**REQUIRED ACTION:** Check each line of the data below for the word "turn". How many lines have it? Answer with the number alone.

Stored data
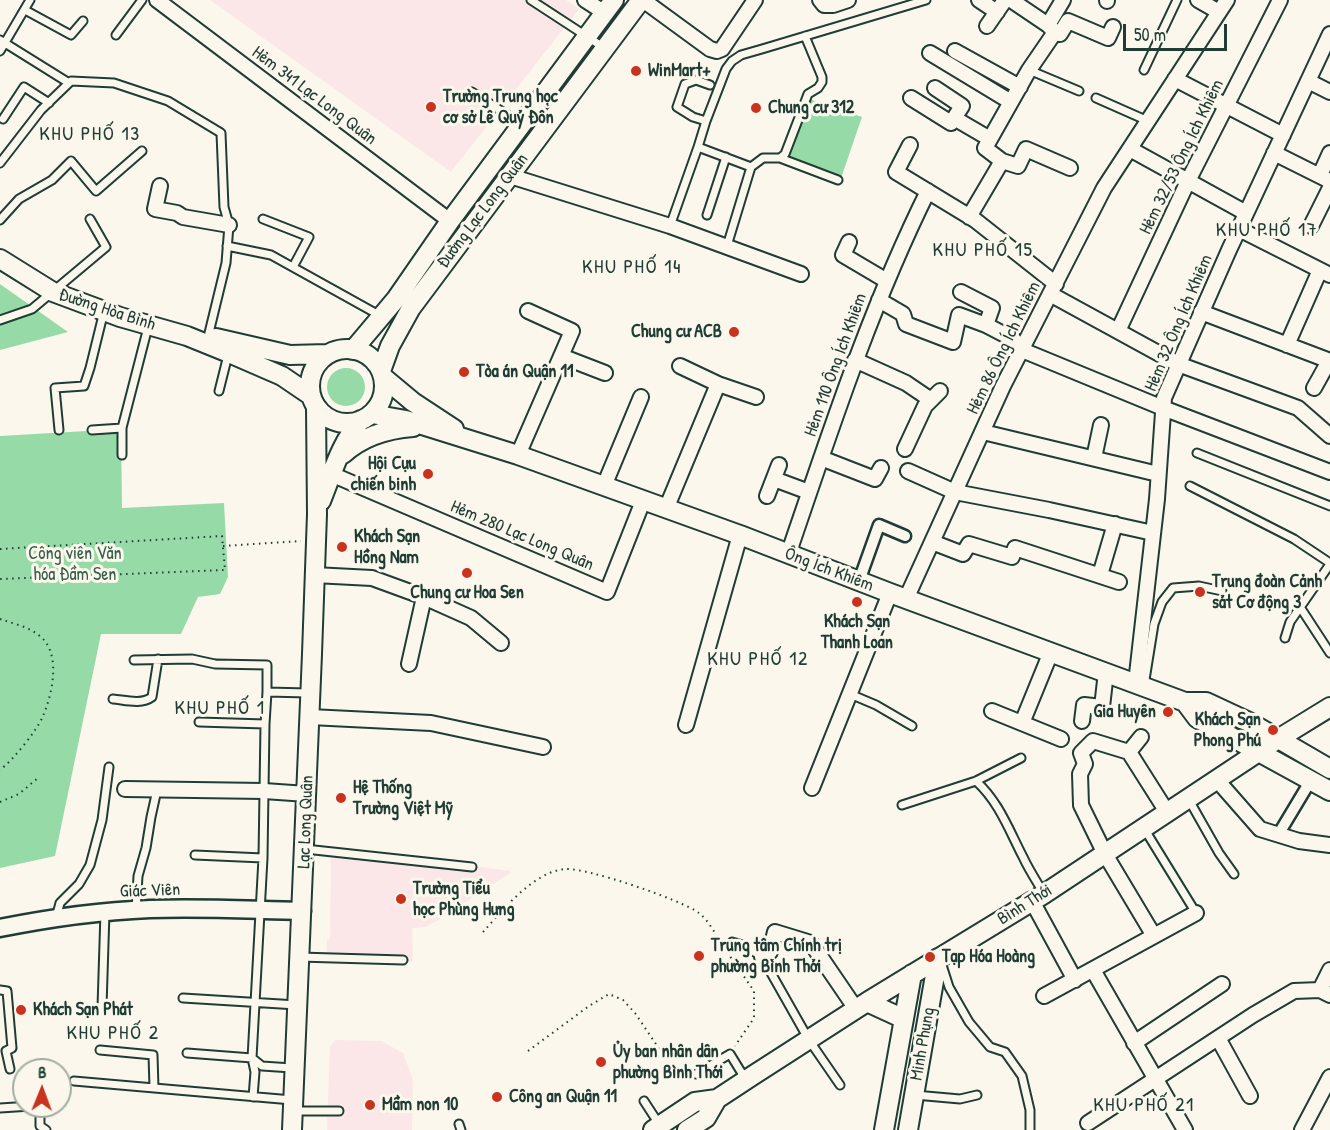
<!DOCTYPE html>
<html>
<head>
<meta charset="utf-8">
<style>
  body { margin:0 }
  #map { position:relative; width:1330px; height:1130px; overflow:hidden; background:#fbf7ec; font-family:"Patrick Hand",sans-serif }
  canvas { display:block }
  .north { position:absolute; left:12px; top:1058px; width:60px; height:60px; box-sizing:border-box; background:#fbf7ec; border:2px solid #a3ada2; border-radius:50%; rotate:1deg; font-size:16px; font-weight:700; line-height:24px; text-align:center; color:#1f3d34 }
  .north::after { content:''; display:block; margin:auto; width:21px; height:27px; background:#c8321e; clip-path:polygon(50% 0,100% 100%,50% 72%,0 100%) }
  .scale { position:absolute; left:1123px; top:24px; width:104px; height:27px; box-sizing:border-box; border:3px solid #1f3d34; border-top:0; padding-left:8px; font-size:18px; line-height:21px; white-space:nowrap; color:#1f3d34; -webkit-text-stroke:4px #fbf7ec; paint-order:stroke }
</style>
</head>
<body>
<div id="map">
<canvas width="1330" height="1130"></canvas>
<div class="north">B</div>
<div class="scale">50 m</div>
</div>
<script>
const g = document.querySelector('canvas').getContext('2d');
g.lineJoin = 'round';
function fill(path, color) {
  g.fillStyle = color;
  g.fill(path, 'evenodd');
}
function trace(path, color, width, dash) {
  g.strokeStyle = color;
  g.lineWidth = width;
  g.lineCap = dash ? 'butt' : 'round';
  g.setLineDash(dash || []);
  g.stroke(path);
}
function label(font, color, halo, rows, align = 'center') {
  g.font = font + ' "Patrick Hand",sans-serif';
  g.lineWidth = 6;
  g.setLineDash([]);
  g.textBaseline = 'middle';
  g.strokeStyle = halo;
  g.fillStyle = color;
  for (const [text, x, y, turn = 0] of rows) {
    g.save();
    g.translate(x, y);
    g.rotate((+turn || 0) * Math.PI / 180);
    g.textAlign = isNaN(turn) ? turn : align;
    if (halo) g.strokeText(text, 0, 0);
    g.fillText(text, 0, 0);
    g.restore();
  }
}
const built = new Path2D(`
  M210 0H566L579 9 451 172Z
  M331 847 510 871V873L437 921 425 927 412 928 413 962 326 963 327 940 330 939Z
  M335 1040 381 1041 403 1053 413 1080 412 1130H327L330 1047Z`);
const green = new Path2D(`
  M809 99 862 117 841 178 788 158Z
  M0 284 68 332 0 350Z
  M327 387a19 19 0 1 1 38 0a19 19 0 1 1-38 0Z
  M121 429 122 508 224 503 228 577 220 594 198 597 181 634H101L55 856 0 868V436Z`);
const path = new Path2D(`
  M223 546 301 541
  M0 549 222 536 225 570 0 579
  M0 619C14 624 31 627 42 638 61 656 52 695 43 716 36 732 13 760 0 770
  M0 802 19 794 39 777
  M483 932C503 910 533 872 565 869 585 867 682 900 699 913 708 920 714 932 721 942
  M727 952 754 991V1018L735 1046
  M528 1051 589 1006 609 994 623 1000 635 1013 662 1053`);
const service = new Path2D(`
  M531 0 603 47
  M25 10 71 35 83 21
  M116 35 142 0
  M0 40 69 83
  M0 51 30 0
  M1029 70 1079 91
  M1144 70 1177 0
  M472 92 520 123
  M1096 98 1148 121
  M3 119 24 87 49 103
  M706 121 693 117 677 107 685 84 696 80 710 85
  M780 158 838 180
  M0 163 41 110 71 81 114 83 168 101 221 133 224 207 229 225 226 263 208 337
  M751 167 763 158H780L785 154 808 94 818 88 822 82V77L805 36
  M707 215 726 157
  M263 219 309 237 293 267
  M0 220 19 199 52 180 71 161 96 191 142 151
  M670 226 698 147
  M227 246 271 255 379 315
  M727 246 751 167 698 147 706 121 726 69 732 61 741 55 762 49 926 0
  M0 320 32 309 106 247 90 219
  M219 391 228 355
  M59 430 55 388 84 386 90 368 104 311
  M92 430 122 428
  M1197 453 1330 506
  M122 455V428L148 327
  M1190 486 1294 539 1330 563
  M1300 607 1330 653
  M1285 638 1290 622 1330 564
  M134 660 192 659 215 664 267 665V692L308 693
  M1144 686 1154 624 1162 602 1173 588 1199 586 1222 591
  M850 694 876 705 912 726
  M113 699C125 700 141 705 152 697L158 659
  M199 722 265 724 267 692
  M976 781C999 802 1009 830 1023 857 1029 870 1037 882 1044 894
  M1189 800 1219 853 1234 874
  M902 805 976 781 1021 758
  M1145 830 1196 913
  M305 849 472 867
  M195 855 263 858
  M136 910 138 876 146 848 151 817 157 790
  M56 918 60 903 79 884 90 865 102 820 109 767
  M732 942 746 946 762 957 809 1040 840 1085
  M299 957 403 960
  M942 965 949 987 969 1022 990 1047 1005 1052 1022 1076 1030 1110V1130
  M0 990 7 991 12 1048 6 1051 10 1069
  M183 998 297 1005
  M102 1007 105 912
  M100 1050 153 1055 154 1088
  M187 1053 252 1058 262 1066 292 1068
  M696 1074 730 1054 746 1080
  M74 1081 292 1100
  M915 1095 960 1099 977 1095
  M253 1097 255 1072 252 1058 263 858 265 724
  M644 1101 659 1124
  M38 1106 40 1110V1126L46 1130
  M0 1108 31 1106
  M294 1111H339
  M459 1124 461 1130`);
const pedestrian = new Path2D(`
  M859 581 879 525 905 536
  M1278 835 1311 780`);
const minor = new Path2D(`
  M157 0 450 221
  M585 0 605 13
  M643 0 710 49 717 51 722 49 755 0
  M820 0 824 5H833L848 0
  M979 0 997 12
  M1011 0 1048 25
  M1198 0 1219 12
  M1107 1V0
  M987 26 1005 0
  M1055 32 1060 34 1068 21 1108 38 1113 27
  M955 51 1020 87
  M930 53 1011 102
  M1175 79 1283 135
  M1308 81 1330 92
  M911 98 951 123 962 106 935 88
  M954 118 990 139
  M910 145 896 172 975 220 1056 284
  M1130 149 1246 213
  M1274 153 1330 181
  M1002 161 1018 166 1026 149 1070 168
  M1320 175 1330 153
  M510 176 670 226 801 274
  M160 186 155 209 177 213 183 217 229 225
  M969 217 1002 161 985 148 1029 70 1055 32 1048 25 1063 0
  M1311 226 1330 188
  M1239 229 1330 275
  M849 242 843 255 887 281
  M961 292 992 308 986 325 1013 339 1022 350 1163 408 1330 472
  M1050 294 1178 364 1298 408 1330 436
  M879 300 903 314 906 324 953 342 959 315 986 325
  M1201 312 1330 361
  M1118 331 1188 181 1280 0
  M1287 345 1320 270
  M561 356 605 373
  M855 360 906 383 931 400
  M680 366 718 384 756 397
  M1314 388 1329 361
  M983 432 1158 474
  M905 449 925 406 940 391
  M518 455 572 331 528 311
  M821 458 875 479 881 468
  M1094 458 1101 425
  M908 471 955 492 1049 510 1153 533
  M331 474 607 592 643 501
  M774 479 809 492
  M604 486 641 397
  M767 496 779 465
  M666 509 718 384
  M932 542 963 554 969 544 1012 557 1015 548 1119 582
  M788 555C830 432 870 308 928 191
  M314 575 372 578 424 597 471 618 501 643
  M1100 575 1115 524
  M906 599 1003 386 1104 188 1227 0
  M409 664 424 597
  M1136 683 1157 499 1164 398 1229 250 1330 34
  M992 711 1061 739
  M310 717 431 723 543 747
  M1082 721 1084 705 1102 707 1106 672
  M1022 723 1051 652
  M686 725 740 535
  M1141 737 1129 752 1093 741 1081 753 1085 764 1080 774 1081 805 1105 854 1154 936
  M1129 752 1167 812
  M1217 780 1260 829 1299 841 1330 845
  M812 788 890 593
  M125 789 264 791 307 794
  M1032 901 1075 980
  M762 957 770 952 775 932 811 943 856 1009
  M1093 970 1185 1130
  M1320 990 1330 970
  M1044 996 1196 913
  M1218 1038 1250 1096
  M1134 1043 1222 984
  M1088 1123 1253 1015 1294 991 1320 990 1330 995
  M1302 1130 1330 1077`);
const tertiary = new Path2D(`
  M0 928C50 918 100 911 150 909 201 907 251 910 302 911`);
const secondary = new Path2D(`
  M0 259 53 292 120 317 187 336 229 353 282 376 310 395
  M216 338 290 355 327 354
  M310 386a37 37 0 1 1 74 0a37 37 0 1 1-74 0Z
  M353 350 396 299 450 221 614 0
  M381 371 390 346 411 308 641 0
  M383 377 413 402 454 429
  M372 414 406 420 518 455 740 535 890 593 1185 702H1206L1251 723 1330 769
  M343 454C363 436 386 429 413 427
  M321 501C332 474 341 442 361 420
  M1185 702 1197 718 1330 791
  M867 1002 904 1019
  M292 1130 312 654 317 514 316 408
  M653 1130 695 1102 717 1099
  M687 1130 706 1118 717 1099 752 1076 867 1002 1044 894 1278 739 1330 707
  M884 1130 912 974
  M908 1130 938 958`);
const markers = [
  [636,71,6,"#c8321e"],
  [431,107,6,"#c8321e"],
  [756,108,6,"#c8321e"],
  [734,332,6,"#c8321e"],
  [464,372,6,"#c8321e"],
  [428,474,6,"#c8321e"],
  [342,547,6,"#c8321e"],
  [467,573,6,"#c8321e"],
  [1200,592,6,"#c8321e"],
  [857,602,6,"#c8321e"],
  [1168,712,6,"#c8321e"],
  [1273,730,6,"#c8321e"],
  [341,798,6,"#c8321e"],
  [401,899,6,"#c8321e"],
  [699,956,6,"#c8321e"],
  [930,957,6,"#c8321e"],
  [21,1010,6,"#c8321e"],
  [601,1062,6,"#c8321e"],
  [497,1097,6,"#c8321e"],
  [370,1105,6,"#c8321e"]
];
const poiNames = [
  ["WinMart+",648,71],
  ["Trường Trung học",443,97],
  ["cơ sở Lê Quý Đôn",443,118],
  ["Chung cư 312",768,108],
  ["Chung cư ACB",722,332,"right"],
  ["Tòa án Quận 11",476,372],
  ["Hội Cựu",416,464,"right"],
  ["chiến binh",416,485,"right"],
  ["Khách Sạn",354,537],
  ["Hồng Nam",354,558],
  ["Trung đoàn Cảnh",1212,582],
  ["sát Cơ động 3",1212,603],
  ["Chung cư Hoa Sen",467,593,"center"],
  ["Khách Sạn",857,622,"center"],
  ["Thanh Loan",857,643,"center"],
  ["Gia Huyên",1156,712,"right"],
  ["Khách Sạn",1261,720,"right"],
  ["Phong Phú",1261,741,"right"],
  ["Hệ Thống",353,788],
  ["Trường Việt Mỹ",353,809],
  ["Trường Tiểu",413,889],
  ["học Phùng Hưng",413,910],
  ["Trung tâm Chính trị",711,946],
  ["phường Bình Thới",711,967],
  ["Tạp Hóa Hoàng",942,957],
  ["Khách Sạn Phát",33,1010],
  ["Ủy ban nhân dân",613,1052],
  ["phường Bình Thới",613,1073],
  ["Công an Quận 11",509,1097],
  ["Mầm non 10",382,1105]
];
const streetNames = [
  ["Hẻm 341 Lạc Long Quân",314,96,37],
  ["Hẻm 32/53 Ông Ích Khiêm",1182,157,-64],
  ["Đường Lạc Long Quân",483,211,-53],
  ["Đường Hòa Bình",107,310,18],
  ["Hẻm 32 Ông Ích Khiêm",1179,323,-67],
  ["Hẻm 86 Ông Ích Khiêm",1004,348,-64],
  ["Hẻm 110 Ông Ích Khiêm",836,365,-70],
  ["Hẻm 280 Lạc Long Quân",522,536,23],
  ["Ông Ích Khiêm",829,570,21],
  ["Lạc Long Quân",306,822,-88],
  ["Giác Viên",150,891,-2],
  ["Bình Thới",1025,905,-32],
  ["Minh Phụng",923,1044,-80]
];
const parkNames = [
  ["Công viên Văn",75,554],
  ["hóa Đầm Sen",75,575]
];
const neighbourhoodNames = [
  ["KHU PHỐ 13",90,135],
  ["KHU PHỐ 17",1267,231],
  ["KHU PHỐ 15",983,251],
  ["KHU PHỐ 14",632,268],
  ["KHU PHỐ 12",758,660],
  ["KHU PHỐ 1",220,709],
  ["KHU PHỐ 2",113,1034],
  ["KHU PHỐ 21",1144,1106]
];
fill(built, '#fbe7e7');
fill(green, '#96dba7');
trace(service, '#1f3d34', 11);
trace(pedestrian, '#1f3d34', 15);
trace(minor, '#1f3d34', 18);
trace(tertiary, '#1f3d34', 21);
trace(secondary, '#1f3d34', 22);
trace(path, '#1f3d34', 2, [1.5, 4.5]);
trace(service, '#fbf7ec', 7);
trace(pedestrian, '#fbf7ec', 10);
trace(minor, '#fbf7ec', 14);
trace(tertiary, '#fbf7ec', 16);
trace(secondary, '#fbf7ec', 18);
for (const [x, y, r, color] of markers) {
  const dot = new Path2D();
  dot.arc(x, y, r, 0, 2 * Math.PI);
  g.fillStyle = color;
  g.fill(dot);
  trace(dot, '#fbf7ec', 2);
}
label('bold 18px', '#1f3d34', '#fbf7ec', poiNames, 'left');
label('18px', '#1f3d34', '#fbf7ec', streetNames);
label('18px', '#375d4b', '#fbf7ec', parkNames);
g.letterSpacing = '1.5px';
label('20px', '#1f3d34', '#fbf7ec', neighbourhoodNames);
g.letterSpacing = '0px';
</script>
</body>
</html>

**RESPONSE TO THE TASK:** 3